This tutorial uses serverless compute and Unity Catalog. For all configuration options that are not specified, use the default settings. If serverless compute is not enabled or supported in your workspace, you can complete the tutorial as written using default compute settings. If you use default compute settings, you must manually select Unity Catalog under Storage options in the Destination section of the Create pipeline UI.
To create a new ETL pipeline in DLT, follow these steps:
- In the sidebar, click Pipelines.
- Click Create pipeline and ETL pipeline.
- In Pipeline name, type a unique pipeline name.
- Select the Serverless checkbox.
- Select Triggered in Pipeline mode. This will run the streaming flows using the AvailableNow trigger, which processes all existing data and then shuts down the stream.
- In Destination, to configure a Unity Catalog location where tables are published, select an existing Catalog and write a new name in Schema to create a new schema in your catalog.
- Click Create.
The pipeline UI appears for the new pipeline.
A blank source code notebook is automatically created and configured for the pipeline. The notebook is created in a new directory in your user directory. The name of the new directory and file match the name of your pipeline. For example, /Users/someone@example.com/my_pipeline/my_pipeline
.
- A link to access this notebook is under the Source code field in the Pipeline details panel. Click the link to open the notebook before proceeding to the next step.
- Click Connect in the upper-right to open the compute configuration menu.
- Hover over the name of the pipeline you created in Step 1.
- Click Connect.
- Next to your notebook's title at the top, select the notebook's default language (Python or SQL).

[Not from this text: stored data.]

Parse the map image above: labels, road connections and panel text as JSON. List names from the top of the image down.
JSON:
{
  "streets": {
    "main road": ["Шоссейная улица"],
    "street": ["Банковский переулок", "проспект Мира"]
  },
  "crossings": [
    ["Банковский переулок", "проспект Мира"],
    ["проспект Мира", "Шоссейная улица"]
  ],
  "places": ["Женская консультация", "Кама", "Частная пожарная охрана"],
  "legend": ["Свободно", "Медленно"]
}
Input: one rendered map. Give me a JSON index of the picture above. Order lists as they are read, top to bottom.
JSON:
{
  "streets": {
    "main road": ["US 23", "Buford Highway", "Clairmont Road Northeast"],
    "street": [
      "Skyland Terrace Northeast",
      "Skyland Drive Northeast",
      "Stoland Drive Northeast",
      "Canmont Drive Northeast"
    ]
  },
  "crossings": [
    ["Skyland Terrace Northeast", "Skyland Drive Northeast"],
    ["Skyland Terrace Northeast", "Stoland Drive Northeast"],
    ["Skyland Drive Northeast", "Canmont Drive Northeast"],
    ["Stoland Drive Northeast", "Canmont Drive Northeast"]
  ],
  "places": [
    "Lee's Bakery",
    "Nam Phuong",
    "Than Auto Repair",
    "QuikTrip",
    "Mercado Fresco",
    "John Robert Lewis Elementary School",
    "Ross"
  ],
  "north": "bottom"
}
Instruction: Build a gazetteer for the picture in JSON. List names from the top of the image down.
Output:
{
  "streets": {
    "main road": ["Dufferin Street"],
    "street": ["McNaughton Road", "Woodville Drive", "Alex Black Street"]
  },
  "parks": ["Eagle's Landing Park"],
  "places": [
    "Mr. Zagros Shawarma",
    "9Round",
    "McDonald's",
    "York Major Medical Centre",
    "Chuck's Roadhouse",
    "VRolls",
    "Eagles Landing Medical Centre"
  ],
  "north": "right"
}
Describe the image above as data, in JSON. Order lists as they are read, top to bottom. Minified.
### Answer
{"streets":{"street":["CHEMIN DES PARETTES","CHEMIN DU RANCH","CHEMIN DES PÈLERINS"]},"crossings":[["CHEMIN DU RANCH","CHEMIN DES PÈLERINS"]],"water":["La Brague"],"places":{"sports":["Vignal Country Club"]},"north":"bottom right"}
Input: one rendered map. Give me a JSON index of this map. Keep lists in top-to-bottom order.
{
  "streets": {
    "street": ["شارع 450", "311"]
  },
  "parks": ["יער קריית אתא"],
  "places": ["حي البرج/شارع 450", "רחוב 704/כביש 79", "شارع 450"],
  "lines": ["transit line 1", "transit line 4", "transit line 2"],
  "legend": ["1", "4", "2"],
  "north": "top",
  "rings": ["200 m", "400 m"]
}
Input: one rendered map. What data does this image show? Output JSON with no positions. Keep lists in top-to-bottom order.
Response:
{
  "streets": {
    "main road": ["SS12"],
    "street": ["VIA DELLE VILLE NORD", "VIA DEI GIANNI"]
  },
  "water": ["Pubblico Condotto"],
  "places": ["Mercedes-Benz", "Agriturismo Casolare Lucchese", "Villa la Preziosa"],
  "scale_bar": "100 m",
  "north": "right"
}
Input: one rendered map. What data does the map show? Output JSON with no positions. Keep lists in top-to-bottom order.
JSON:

Notebooks can only contain a single programming language. Do not mix Python and SQL code in pipeline source code notebooks.
When developing a DLT pipeline, you can choose either Python or SQL. This tutorial includes examples for both languages. Based on your language choice, check that you select the default notebook language.
To learn more about notebook support for DLT pipeline code development, see Develop and debug ETL pipelines with a notebook in DLT.
Step 2: Incrementally ingest data with Auto Loader
The first step is to ingest the raw data from the cloud storage into a bronze layer.
This can be challenging for multiple reasons, as you must:
- Operate at scale, potentially ingesting millions of small files.
- Infer schema and JSON type.
- Handle bad records with incorrect JSON schema.
- Take care of schema evolution (for example, a new column in the customer table).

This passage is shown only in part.